[Task requirements]:
Repeat the full listing below verbatim and keep the images out.

====== Data shown ======

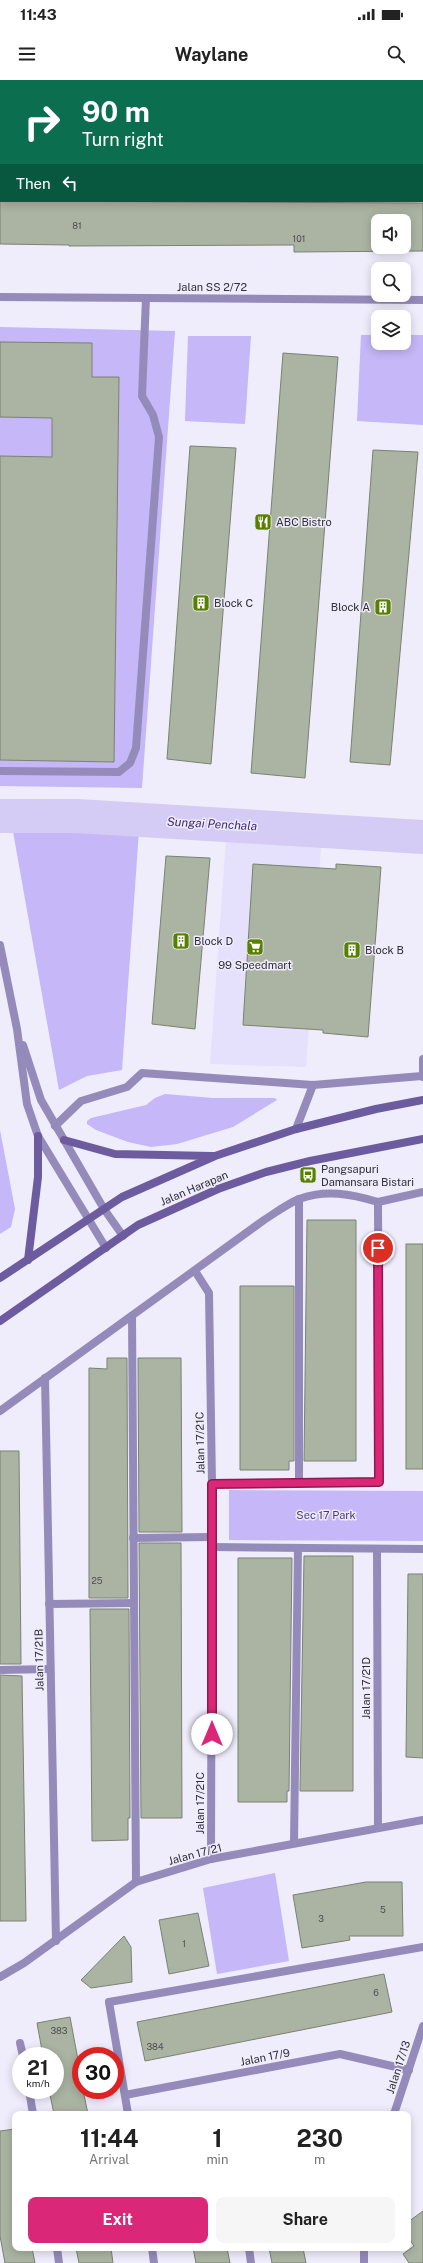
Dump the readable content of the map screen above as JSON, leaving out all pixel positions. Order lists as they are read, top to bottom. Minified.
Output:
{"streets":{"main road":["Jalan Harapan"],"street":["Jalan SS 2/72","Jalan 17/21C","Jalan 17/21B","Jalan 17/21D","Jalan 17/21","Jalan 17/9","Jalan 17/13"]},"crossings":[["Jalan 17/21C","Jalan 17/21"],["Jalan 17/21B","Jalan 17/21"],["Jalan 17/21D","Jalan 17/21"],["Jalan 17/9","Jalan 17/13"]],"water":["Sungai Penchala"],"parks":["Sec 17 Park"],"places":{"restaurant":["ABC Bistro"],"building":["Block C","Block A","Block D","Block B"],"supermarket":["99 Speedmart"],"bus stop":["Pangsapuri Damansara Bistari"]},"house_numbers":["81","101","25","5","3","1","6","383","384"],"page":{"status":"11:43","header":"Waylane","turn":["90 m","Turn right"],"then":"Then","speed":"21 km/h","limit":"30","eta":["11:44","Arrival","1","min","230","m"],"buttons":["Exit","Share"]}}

======

[Solved exercise]:
Dump the readable content of the map screen above as JSON, leaving out all pixel positions. Order lists as they are read, top to bottom. Minified.
Output:
{"streets":{"main road":["Jalan Harapan"],"street":["Jalan SS 2/72","Jalan 17/21C","Jalan 17/21B","Jalan 17/21D","Jalan 17/21","Jalan 17/9","Jalan 17/13"]},"crossings":[["Jalan 17/21C","Jalan 17/21"],["Jalan 17/21B","Jalan 17/21"],["Jalan 17/21D","Jalan 17/21"],["Jalan 17/9","Jalan 17/13"]],"water":["Sungai Penchala"],"parks":["Sec 17 Park"],"places":{"restaurant":["ABC Bistro"],"building":["Block C","Block A","Block D","Block B"],"supermarket":["99 Speedmart"],"bus stop":["Pangsapuri Damansara Bistari"]},"house_numbers":["81","101","25","5","3","1","6","383","384"],"page":{"status":"11:43","header":"Waylane","turn":["90 m","Turn right"],"then":"Then","speed":"21 km/h","limit":"30","eta":["11:44","Arrival","1","min","230","m"],"buttons":["Exit","Share"]}}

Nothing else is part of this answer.